La phrase résonne encore comme un coup de masse frappant le roc. Ça cogne dur, ça rebondit, ça ne rentre pas.

   Ça fait 44 ans que je connais Michel, 44 ans qu’il est dans le paysage. Premier étranger vraiment à se greffer au cœur de notre famille, parce que dans le cœur de Ghislaine, le cœur de la famille.  


   Été '68, il débarque chez-nous comme un prince. Beau, jeune, cool, apportant la modernité dans notre salon avec son système stéréo haute-fidélité. Wow! Et ç’a été l’été de la musique. Fini le rigodon et la « Faute au Bossanova », le prince aimait James Last, alors c’était James Last. Il aimait aussi Richard Anthony, alors Princesse faisait jouer Richard Anthony, beaucoup de Richard Anthony. L’inusable Richard Anthony. Juste trois disques, mais Christ!  Oh, pardon…  Hostie, qu’ils ont tourné souvent! Un côté fini, change de bord, l’autre bord fini, change de disque, le disque fini, met l’autre, puis l’autre, et on revient au premier, et c’était comme ça dix heures par jour, dix jours par semaine, les dix semaines de vacances au complet.

   Très tôt, on a découvert que Michel avait une manie : il aimait bien démonter les affaires, puis les remonter. La plupart du temps, ça marchait, je veux dire que ça ne changeait rien. Sauf, pour ma carabine à pellets. Il m’avait dit « on pourrait sûrement l’améliorer »… en comprimant, ou étirant le ressort (j’ai pas trop saisi le plan), en tout cas, une affaire de rien, on en a pour 15 minutes, « Ghislaine va me chercher une bière. »

   Deux jours plus tard, monte pis démonte, il nous restait toujours des pièces dans les mains, pis c’était jamais les mêmes. On l’avait améliorée, ah oui, était plus légère, puis maintenant on ne perdait plus les plombs, on les voyait tomber en avant du canon. Moi, je m’en foutais pas mal de ma carabine, l’important c’est qu’on avait eu du fun. Puis l’intention était bonne, c’est juste que ça voulait pas coopérer. 

   Bien tout ça pour vous dire que, quelques jours plus tard, arrive ma fête, et dans de longs énoncés énigmatiques (on n’était pas encore habitués), on a fini par comprendre qu’il voulait que Ghislaine aille chercher le cadeau qu’il avait pour moi. Il m’avait acheté rien de moins que la meilleure carabine à pellets au Québec, quasiment une arme à feu. 

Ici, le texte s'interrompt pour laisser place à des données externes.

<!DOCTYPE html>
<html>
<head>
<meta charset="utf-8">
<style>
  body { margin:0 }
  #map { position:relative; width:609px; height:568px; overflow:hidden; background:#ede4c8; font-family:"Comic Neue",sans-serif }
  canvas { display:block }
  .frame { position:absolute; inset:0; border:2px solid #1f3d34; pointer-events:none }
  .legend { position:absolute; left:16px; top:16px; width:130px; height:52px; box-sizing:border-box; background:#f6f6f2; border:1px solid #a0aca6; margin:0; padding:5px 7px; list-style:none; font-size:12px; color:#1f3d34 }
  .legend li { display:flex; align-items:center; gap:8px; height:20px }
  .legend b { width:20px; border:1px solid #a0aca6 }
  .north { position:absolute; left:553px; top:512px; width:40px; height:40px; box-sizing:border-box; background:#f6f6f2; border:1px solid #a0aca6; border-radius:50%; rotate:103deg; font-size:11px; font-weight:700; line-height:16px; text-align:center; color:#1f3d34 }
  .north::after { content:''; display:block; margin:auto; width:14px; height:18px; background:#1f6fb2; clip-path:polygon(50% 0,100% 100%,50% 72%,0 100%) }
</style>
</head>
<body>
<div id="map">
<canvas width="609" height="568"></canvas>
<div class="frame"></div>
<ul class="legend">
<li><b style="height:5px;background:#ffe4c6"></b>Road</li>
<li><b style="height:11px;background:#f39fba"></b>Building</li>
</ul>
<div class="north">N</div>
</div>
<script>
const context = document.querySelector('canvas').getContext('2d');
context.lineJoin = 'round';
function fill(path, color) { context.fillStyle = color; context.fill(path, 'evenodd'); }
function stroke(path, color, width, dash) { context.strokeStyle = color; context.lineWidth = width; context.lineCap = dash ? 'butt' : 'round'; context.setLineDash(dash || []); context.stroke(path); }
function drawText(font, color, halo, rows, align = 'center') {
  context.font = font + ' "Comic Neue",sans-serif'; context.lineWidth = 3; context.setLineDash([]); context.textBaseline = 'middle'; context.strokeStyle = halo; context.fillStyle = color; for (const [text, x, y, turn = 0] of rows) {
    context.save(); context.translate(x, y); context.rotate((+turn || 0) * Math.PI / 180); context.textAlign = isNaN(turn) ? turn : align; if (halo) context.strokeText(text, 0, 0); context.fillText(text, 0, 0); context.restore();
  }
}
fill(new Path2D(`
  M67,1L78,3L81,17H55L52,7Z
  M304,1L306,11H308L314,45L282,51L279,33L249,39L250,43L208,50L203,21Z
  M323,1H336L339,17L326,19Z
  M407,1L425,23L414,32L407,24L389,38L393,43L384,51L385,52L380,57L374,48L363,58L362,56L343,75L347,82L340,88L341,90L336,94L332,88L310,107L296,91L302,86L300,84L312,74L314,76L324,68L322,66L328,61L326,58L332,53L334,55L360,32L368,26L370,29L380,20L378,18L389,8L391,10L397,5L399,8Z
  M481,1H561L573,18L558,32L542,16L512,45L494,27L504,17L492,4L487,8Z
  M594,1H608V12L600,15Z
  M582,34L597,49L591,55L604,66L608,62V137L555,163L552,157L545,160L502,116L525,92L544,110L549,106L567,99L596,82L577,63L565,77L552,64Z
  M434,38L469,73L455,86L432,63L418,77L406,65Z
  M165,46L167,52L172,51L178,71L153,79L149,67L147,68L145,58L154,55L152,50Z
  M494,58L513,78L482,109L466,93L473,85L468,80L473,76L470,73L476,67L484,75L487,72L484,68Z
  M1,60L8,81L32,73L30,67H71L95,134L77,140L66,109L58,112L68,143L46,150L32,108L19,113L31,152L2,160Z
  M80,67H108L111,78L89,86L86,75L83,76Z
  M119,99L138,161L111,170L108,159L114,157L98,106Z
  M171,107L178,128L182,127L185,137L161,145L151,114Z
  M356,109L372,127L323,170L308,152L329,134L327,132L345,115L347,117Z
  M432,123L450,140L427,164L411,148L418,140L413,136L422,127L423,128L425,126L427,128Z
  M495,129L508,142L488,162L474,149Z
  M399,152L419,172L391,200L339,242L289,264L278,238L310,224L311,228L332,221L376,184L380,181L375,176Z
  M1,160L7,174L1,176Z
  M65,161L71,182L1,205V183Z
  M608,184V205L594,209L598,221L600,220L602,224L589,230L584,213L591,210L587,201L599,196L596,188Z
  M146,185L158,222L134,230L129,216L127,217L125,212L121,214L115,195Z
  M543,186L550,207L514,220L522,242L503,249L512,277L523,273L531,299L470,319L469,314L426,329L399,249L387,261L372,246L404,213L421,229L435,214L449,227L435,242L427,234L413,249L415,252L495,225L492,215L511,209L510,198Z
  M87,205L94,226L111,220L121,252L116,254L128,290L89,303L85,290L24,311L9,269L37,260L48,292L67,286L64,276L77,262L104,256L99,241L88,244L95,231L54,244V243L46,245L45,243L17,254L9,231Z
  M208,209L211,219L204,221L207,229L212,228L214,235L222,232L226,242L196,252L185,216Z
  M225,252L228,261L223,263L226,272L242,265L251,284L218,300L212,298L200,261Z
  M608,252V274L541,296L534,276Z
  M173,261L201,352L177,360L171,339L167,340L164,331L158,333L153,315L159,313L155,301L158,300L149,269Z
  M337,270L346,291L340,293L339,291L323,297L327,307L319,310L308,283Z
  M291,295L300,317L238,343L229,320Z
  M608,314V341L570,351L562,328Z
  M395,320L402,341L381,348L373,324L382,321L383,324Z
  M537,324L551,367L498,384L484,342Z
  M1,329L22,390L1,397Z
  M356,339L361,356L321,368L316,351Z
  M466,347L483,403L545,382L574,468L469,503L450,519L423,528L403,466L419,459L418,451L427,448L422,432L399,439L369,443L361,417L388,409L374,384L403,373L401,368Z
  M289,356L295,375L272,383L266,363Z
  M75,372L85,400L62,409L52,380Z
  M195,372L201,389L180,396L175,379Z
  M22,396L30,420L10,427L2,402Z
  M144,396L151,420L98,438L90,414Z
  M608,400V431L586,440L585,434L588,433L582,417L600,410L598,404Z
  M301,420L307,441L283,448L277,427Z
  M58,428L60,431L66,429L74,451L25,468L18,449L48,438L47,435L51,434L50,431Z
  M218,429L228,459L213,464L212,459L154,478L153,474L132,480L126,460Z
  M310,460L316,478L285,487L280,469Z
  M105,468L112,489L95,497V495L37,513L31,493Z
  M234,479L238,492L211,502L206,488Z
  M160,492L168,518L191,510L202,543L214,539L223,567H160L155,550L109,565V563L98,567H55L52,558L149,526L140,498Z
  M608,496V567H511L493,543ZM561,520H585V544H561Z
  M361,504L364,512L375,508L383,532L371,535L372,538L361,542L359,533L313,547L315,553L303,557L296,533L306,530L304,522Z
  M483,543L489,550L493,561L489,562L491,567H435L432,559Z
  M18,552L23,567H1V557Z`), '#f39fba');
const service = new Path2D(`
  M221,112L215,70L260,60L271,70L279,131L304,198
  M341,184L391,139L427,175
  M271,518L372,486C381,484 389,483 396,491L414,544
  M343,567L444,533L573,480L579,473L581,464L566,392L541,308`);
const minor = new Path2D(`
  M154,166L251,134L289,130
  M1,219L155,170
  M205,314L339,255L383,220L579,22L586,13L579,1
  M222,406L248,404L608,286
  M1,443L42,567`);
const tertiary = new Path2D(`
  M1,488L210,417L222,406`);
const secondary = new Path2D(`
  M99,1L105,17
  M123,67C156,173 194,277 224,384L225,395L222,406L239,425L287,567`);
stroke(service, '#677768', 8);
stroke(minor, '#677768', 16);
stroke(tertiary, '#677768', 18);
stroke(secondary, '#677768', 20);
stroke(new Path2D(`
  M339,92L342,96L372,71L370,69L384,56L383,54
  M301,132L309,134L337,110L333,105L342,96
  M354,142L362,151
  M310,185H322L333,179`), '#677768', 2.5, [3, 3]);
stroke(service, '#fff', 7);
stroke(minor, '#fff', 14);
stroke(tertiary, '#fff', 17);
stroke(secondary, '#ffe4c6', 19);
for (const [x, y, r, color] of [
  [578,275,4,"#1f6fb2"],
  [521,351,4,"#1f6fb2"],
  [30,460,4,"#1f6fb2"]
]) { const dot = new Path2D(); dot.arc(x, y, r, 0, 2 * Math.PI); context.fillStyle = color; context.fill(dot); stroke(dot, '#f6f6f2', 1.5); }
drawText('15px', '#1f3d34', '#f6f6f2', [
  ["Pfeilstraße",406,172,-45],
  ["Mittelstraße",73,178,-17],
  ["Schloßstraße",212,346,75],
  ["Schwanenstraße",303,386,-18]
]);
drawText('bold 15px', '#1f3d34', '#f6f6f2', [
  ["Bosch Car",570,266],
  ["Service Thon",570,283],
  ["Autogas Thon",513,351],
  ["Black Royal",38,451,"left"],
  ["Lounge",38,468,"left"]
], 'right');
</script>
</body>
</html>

   C’était ça, Michel, PAS CHEAP du tout. Que du beau, que du bon, pour lui, comme pour les autres. Je le sais, j’ai porté ses chemises, il me les refilait. Toujours des belles chemises de qualité, presque pas usées, j’étais content. À un moment donné c’est ses Playboys qu’il m’a refilés. Une caisse de Playboys, pas tous des modèles récents, mais quand même tous des beaux livres presque pas usés. Quand t’as 16 ans… t’es content. 

   Ça fait déjà plus de quarante ans tout ça. Je me demande si ce n’est pas parce que le temps passe trop lentement qu’on ne le voit pas passer. Tout change en même temps, on ne se rend pas compte tout de suite de l’ampleur que prennent les choses, on vit toujours au présent. Le petit fouet planté dans la cour, bien après quarante ans c’est devenu un gros arbre. C’est quand il disparaît qu’on remarque tout l’espace qu’il occupait, puis ça fait un grand trou.

*

   Michel, je crois bien que samedi dernier ta vie a été détournée, une sorte de raccourci pour l’infini. Le temps maintenant n’est plus important. Suffit d’avoir été, c’est tout ce qui compte. Le souvenir dans le cœur fera le reste.


   Chez nous, tu n’as pas fait que passer, mon vieux, tu t’es installé, à demeure, à jamais.


                                               Adieu Michel,
                                               Bonne éternité, mon frère.